The lecture of MIT professor Michael Sipser, available here and his book Introduction to the Theory of Computation, Third Edition, chapter 5, both contain essentially the same proof that there can be no machine that decides the Post Correspondence Problem. That is, no machine that, given a set of dominoes, will tell you whether or not they can be arranged (with duplication allowed) so that there is a match. By a match, it is meant that if you read the strings off of the top halves, all concatenated together, you get the same result that you get reading the strings off the bottom halves.
The proof is by reducing an undecidable problem, the Turing machine acceptance problem, to the Post Correspondence decision problem. I have no issue with the use of reduction. However, I have a problem with the way the reduction is performed. He explains how, given a Turing machine's description, one can construct a set of dominoes and an arrangement of those dominoes. He seems to say that the arrangement is a match if and only if the dominoes, taken together, match a computation history for the Turing machine.
As an example of a computation history, if the machine starts in $q_0$ with the string 01001, writes a 1, transitions to $q_1$ and moves to the right, then the beginning of the computation history would be
$\#q_001001\#0q_11001\#...$
I can see that there is a match if the machine accepts its input, but I cannot see that there is no match if the machine doesn't accept its input.
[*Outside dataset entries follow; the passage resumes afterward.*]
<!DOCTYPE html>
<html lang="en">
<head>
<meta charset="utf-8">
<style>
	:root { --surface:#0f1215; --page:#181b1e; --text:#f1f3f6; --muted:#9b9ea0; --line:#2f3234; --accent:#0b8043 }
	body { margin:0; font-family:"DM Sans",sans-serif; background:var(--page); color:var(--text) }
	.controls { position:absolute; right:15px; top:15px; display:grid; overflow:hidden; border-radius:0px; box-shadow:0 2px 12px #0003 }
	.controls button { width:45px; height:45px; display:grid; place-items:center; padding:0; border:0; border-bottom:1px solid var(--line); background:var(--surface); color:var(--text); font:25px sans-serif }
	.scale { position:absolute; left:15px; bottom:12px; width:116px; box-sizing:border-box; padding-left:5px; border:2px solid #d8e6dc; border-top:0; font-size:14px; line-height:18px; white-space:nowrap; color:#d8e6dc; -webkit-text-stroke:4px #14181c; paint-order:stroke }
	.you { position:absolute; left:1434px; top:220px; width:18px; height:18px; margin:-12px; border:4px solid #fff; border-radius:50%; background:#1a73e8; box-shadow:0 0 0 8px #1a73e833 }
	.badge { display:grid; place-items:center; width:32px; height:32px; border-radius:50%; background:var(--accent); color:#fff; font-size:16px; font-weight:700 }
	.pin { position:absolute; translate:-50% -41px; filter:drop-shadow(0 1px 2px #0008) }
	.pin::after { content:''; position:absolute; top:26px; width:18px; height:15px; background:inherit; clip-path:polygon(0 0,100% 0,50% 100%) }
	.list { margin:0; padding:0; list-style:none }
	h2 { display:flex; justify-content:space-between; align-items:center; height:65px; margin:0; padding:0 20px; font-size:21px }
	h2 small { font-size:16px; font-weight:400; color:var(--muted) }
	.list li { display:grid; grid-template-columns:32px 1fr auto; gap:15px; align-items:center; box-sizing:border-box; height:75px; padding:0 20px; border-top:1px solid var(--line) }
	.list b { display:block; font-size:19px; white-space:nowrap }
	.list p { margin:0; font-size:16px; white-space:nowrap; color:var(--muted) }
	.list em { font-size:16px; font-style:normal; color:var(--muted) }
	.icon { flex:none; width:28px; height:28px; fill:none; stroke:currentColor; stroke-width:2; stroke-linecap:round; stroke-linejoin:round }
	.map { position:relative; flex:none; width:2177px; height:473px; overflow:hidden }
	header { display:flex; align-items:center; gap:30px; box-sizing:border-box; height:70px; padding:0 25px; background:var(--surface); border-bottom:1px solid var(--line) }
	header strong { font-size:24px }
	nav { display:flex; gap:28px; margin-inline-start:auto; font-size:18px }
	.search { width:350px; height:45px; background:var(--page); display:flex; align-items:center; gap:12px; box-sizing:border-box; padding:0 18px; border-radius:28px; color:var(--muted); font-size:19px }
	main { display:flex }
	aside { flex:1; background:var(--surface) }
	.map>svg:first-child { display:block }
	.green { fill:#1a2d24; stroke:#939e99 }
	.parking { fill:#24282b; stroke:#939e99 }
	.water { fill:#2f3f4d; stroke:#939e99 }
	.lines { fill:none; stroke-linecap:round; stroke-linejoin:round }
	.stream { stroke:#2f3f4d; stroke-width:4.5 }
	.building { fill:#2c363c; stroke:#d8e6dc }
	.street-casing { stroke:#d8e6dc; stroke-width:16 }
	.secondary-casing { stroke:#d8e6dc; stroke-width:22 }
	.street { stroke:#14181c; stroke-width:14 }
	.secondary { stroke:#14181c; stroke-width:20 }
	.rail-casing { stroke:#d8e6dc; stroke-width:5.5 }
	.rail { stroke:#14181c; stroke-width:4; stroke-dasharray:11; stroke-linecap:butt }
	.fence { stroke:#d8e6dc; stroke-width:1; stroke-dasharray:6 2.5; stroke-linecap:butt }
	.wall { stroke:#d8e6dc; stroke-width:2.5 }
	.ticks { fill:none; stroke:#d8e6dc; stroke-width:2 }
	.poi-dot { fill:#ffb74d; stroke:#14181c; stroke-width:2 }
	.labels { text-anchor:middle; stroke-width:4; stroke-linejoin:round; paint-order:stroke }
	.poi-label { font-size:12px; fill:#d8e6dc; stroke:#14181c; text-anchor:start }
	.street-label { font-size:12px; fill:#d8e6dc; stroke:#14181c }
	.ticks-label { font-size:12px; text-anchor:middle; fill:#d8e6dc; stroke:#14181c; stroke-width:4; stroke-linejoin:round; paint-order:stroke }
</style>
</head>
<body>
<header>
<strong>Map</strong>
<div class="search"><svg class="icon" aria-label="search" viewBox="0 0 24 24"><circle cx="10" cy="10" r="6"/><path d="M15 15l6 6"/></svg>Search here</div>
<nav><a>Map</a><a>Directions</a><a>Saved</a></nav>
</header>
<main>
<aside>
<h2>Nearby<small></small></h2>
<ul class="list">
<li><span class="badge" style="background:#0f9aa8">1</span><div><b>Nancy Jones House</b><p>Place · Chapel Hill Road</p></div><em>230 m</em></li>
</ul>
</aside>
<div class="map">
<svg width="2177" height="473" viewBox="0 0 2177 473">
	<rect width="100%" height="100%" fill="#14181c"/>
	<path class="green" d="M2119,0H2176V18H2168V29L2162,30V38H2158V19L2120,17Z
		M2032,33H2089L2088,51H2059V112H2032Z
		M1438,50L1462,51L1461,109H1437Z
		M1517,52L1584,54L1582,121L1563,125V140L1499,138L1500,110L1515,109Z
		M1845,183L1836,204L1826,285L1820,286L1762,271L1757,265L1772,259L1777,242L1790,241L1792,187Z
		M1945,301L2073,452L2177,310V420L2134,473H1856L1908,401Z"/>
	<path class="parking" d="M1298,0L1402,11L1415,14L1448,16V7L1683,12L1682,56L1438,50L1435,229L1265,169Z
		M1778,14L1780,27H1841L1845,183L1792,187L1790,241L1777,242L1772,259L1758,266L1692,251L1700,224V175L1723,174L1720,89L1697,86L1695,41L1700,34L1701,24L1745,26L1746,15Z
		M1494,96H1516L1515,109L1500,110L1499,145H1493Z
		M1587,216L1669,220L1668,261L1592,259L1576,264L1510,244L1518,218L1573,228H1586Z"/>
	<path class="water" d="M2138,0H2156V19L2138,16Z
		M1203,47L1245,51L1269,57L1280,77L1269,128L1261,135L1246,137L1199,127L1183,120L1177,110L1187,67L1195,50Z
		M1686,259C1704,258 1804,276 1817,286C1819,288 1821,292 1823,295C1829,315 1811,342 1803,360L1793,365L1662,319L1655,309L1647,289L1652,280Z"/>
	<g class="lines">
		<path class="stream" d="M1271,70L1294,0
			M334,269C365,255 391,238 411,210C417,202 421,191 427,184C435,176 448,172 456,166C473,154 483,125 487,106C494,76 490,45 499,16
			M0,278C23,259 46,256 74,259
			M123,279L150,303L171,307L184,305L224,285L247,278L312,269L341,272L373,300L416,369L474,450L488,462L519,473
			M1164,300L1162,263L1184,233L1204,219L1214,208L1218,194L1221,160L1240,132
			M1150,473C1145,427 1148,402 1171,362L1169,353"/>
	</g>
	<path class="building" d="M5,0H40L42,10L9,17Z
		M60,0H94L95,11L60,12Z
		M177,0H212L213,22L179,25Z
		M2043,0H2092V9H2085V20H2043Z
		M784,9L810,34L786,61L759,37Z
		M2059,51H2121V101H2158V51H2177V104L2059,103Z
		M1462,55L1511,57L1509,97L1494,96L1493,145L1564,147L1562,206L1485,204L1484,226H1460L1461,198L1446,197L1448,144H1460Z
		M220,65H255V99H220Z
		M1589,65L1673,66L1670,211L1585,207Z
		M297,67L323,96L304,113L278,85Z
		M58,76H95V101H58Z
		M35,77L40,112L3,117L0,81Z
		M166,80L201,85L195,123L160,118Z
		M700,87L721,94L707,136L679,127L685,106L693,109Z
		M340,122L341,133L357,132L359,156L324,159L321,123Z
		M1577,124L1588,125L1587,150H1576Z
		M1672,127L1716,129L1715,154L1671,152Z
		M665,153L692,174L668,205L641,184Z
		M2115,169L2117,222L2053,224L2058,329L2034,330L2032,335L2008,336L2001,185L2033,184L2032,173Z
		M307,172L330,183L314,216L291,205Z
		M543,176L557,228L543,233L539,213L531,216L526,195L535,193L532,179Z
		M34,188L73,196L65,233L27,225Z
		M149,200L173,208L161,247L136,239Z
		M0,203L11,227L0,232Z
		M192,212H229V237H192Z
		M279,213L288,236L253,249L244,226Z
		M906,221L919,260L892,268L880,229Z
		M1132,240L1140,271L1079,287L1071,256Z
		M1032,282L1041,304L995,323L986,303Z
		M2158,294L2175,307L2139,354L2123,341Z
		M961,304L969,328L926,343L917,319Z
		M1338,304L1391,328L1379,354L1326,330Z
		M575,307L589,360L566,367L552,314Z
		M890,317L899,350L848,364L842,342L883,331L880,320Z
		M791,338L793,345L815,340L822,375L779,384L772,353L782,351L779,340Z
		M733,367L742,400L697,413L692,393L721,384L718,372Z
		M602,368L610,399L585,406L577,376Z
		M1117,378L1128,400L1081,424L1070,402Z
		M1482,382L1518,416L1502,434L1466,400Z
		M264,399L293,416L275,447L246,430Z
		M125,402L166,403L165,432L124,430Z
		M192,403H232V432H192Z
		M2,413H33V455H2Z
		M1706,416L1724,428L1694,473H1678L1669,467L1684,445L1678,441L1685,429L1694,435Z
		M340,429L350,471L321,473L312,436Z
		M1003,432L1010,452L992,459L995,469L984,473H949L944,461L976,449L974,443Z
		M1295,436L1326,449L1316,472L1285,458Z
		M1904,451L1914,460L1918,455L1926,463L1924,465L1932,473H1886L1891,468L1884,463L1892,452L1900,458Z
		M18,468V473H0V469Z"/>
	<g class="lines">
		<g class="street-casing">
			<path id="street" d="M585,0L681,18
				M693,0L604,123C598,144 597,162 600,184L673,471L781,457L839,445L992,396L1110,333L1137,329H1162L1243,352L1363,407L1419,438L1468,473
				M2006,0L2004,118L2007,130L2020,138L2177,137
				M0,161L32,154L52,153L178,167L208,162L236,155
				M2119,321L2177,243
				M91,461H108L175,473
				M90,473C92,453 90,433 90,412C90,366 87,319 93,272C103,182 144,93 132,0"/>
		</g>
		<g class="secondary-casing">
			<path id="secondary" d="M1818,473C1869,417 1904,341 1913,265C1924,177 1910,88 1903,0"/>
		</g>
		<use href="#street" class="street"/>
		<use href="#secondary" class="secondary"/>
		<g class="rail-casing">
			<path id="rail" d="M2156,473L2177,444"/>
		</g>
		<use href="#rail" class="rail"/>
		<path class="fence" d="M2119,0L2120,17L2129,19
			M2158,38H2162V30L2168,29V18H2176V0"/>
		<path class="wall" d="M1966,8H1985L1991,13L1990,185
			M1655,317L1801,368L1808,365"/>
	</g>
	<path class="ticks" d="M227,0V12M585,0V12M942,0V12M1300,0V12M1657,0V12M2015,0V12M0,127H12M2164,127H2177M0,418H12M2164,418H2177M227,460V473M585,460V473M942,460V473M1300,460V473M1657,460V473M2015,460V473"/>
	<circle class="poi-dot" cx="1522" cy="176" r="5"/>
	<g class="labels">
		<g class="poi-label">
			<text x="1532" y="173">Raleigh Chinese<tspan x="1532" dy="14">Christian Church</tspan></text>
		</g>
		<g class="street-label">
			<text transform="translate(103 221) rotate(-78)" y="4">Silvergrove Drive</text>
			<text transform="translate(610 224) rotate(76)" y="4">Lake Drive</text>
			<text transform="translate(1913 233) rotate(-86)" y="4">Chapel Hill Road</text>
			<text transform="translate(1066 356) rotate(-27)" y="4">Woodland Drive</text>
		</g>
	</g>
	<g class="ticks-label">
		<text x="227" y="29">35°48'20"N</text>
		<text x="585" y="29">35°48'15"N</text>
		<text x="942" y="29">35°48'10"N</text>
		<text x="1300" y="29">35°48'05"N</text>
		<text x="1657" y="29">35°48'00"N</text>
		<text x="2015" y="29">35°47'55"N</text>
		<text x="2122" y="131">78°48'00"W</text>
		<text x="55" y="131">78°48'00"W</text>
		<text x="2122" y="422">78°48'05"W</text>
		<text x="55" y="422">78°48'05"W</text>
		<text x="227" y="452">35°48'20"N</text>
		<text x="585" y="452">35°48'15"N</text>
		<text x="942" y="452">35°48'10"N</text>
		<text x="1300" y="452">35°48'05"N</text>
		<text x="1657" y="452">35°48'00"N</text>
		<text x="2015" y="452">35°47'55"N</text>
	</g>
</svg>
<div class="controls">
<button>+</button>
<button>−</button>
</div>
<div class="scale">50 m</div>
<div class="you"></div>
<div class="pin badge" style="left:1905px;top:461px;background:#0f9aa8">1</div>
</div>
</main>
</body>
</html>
There are a lot of dominoes and it doesn't seem that he is eliminating the chance of forming a match from some combination of them.
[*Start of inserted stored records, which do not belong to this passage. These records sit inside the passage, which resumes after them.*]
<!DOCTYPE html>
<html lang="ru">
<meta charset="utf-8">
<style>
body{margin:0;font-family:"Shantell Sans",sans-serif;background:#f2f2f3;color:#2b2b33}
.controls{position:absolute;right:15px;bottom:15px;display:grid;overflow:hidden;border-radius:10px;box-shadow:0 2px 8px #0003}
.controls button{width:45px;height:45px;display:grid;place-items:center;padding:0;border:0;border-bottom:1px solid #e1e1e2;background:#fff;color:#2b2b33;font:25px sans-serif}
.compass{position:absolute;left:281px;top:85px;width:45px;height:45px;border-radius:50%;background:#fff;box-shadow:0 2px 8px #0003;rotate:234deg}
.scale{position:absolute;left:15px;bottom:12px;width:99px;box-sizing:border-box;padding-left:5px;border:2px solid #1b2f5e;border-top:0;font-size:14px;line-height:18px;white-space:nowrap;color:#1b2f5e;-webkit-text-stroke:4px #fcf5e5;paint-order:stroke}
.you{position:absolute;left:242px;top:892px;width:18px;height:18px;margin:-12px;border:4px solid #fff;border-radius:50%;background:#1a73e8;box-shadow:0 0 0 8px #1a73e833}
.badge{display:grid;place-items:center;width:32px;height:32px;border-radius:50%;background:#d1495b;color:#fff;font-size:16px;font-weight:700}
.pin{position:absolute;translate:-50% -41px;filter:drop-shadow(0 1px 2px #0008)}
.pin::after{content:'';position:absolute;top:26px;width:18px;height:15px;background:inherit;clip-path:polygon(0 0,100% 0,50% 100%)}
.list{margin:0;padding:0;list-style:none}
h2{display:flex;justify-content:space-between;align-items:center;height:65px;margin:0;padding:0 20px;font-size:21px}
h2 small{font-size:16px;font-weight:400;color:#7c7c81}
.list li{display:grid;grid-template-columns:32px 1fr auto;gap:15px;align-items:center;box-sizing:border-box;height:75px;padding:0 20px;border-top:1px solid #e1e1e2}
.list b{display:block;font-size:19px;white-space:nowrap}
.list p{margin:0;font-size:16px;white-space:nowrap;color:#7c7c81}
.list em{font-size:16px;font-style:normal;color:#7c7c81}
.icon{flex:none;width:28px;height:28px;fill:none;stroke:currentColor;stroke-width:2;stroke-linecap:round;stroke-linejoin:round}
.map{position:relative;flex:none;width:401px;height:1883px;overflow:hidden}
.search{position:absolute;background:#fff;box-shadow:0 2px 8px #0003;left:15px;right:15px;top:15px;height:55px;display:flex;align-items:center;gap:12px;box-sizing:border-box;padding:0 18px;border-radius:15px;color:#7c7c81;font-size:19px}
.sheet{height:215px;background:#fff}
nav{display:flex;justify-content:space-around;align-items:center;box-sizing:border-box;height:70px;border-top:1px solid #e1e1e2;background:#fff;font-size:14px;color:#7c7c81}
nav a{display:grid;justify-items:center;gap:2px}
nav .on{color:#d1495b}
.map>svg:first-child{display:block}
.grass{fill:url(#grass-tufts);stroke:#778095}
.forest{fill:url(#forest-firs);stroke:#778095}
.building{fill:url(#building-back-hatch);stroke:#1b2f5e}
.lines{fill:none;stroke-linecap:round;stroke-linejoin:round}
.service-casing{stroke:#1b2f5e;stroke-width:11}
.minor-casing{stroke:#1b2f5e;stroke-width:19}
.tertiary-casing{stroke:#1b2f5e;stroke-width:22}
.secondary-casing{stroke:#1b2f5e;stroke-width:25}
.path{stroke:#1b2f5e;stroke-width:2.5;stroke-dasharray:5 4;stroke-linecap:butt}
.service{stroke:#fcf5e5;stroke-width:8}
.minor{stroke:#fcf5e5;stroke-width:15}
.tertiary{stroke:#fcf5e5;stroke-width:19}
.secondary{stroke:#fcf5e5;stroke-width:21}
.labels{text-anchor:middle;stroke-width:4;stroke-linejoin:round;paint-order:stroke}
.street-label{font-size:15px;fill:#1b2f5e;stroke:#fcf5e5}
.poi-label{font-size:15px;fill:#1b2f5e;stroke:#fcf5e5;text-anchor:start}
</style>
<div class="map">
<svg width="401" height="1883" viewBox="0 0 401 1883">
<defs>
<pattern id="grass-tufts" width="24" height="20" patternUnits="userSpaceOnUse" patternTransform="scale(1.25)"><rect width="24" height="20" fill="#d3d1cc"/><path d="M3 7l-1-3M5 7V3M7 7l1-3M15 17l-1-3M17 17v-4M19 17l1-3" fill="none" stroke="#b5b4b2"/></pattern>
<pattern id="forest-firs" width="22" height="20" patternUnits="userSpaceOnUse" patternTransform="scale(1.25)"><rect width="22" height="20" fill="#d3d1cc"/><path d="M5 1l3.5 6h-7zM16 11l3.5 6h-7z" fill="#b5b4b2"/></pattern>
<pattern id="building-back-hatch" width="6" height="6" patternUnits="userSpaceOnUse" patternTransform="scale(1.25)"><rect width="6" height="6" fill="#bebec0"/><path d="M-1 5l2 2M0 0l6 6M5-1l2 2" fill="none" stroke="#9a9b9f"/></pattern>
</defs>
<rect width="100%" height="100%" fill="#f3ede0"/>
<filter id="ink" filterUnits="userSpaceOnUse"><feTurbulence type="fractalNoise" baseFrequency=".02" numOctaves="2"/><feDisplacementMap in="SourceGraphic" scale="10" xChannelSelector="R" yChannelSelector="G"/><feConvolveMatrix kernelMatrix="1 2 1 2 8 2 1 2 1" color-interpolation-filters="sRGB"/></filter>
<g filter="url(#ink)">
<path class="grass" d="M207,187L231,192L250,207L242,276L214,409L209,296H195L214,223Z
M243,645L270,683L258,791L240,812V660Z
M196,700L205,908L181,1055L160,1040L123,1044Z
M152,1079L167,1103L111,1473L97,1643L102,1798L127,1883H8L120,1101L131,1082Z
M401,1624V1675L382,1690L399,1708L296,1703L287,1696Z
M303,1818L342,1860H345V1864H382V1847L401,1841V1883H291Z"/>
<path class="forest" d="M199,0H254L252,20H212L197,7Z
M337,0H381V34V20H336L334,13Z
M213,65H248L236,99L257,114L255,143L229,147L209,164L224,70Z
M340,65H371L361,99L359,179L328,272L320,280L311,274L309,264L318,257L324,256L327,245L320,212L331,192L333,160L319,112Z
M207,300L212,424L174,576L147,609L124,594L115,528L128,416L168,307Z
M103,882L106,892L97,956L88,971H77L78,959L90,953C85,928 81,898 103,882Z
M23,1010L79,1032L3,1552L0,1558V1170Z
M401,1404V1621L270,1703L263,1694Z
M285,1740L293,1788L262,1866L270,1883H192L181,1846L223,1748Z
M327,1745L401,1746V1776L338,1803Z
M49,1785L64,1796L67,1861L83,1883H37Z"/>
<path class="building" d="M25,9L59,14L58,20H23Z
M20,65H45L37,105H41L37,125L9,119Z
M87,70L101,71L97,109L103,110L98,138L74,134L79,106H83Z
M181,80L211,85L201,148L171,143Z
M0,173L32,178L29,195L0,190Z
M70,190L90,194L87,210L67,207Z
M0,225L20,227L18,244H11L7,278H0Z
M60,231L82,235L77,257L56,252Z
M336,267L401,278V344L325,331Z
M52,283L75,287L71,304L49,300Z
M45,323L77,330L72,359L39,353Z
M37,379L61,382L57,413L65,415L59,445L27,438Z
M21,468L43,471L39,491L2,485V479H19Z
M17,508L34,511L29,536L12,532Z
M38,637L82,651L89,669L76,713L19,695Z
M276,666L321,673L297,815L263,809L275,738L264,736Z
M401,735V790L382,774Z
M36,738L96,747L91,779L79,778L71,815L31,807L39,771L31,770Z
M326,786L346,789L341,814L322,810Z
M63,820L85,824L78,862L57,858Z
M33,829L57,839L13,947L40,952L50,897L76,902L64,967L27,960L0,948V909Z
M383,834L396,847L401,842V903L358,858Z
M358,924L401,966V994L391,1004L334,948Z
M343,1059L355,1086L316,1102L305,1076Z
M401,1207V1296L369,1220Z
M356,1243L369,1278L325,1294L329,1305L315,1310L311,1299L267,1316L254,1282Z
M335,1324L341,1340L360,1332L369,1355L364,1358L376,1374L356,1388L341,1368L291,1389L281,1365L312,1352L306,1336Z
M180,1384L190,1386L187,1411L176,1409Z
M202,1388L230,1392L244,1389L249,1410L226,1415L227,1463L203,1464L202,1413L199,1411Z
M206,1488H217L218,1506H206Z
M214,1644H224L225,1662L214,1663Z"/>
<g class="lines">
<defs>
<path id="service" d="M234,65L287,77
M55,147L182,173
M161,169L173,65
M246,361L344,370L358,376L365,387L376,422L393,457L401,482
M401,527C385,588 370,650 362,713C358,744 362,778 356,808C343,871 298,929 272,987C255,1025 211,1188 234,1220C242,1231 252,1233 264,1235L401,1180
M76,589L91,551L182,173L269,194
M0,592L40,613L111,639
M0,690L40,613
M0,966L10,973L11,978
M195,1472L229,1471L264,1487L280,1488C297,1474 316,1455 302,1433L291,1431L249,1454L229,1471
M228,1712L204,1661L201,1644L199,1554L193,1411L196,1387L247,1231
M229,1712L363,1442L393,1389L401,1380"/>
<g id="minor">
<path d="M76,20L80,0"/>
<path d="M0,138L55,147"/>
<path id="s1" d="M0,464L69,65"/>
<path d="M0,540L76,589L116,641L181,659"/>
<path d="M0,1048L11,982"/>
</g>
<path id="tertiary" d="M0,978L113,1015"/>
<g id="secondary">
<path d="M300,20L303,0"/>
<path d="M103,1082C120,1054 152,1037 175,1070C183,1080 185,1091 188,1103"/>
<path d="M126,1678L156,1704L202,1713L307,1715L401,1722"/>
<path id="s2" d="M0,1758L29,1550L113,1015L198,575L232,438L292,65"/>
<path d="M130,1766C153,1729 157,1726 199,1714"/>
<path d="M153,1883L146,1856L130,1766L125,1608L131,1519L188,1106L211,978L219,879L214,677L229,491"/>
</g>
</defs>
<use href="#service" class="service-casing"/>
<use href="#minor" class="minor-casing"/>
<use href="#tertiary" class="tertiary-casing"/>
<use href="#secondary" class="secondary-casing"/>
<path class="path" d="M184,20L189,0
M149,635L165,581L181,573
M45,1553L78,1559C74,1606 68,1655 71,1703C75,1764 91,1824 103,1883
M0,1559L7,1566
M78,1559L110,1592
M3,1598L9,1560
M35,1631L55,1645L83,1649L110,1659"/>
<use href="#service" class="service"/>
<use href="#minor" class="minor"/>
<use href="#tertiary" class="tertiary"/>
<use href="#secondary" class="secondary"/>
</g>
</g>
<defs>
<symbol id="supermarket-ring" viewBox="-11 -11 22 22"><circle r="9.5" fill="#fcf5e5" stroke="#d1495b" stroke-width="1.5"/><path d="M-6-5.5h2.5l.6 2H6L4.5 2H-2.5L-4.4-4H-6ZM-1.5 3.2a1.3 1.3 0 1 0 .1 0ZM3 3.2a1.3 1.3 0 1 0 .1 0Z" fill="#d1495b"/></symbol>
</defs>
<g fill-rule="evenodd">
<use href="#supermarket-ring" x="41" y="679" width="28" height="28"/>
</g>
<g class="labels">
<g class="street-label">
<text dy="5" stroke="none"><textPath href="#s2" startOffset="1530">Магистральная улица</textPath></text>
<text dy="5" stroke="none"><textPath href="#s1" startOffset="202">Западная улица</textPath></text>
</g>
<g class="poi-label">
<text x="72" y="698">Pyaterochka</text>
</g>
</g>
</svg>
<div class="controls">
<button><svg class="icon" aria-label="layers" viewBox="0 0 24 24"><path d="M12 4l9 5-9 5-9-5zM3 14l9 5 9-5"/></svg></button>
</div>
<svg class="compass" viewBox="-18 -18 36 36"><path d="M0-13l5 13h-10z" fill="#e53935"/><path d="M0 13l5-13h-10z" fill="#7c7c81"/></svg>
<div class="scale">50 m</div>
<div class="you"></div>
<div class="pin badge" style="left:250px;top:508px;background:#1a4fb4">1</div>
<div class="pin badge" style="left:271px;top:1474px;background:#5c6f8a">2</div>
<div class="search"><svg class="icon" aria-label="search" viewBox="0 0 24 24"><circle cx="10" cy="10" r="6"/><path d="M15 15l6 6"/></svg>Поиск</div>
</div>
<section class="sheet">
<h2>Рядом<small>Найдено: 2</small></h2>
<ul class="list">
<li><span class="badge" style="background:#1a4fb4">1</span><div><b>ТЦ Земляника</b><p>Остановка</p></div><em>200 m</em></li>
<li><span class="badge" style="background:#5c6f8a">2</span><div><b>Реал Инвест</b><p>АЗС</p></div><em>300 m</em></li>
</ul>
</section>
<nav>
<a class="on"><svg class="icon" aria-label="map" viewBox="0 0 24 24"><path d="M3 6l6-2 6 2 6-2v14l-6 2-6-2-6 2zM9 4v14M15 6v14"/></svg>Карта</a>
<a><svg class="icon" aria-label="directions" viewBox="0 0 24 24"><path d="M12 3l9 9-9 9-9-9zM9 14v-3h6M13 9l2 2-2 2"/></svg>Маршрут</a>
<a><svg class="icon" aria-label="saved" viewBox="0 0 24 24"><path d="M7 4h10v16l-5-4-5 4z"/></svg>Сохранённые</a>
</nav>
He doesn't give rules for the construction of the domino arrangement; he only gives an example. In some cases, it appears that there is more than one way to choose the next domino.
So, in summary my question is "given a case where the Turing machine rejects the string, how do we know that the set of matches is empty?"
I cannot easily give an answer to the particular concern regarding your question, since I have not looked at the reference. But here is a pointer to a paper (also available on the arXiv) discussing a reduction (divided into several steps) of the halting problem to the Post correspondence problem. They cite the book by Sipser as one of their references, so some of the steps might just be taken from him. Most importantly however, the paper comes with the benefit that the complete proof has been checked by a proof-assistant, so there should be very much less doubts about the correctness.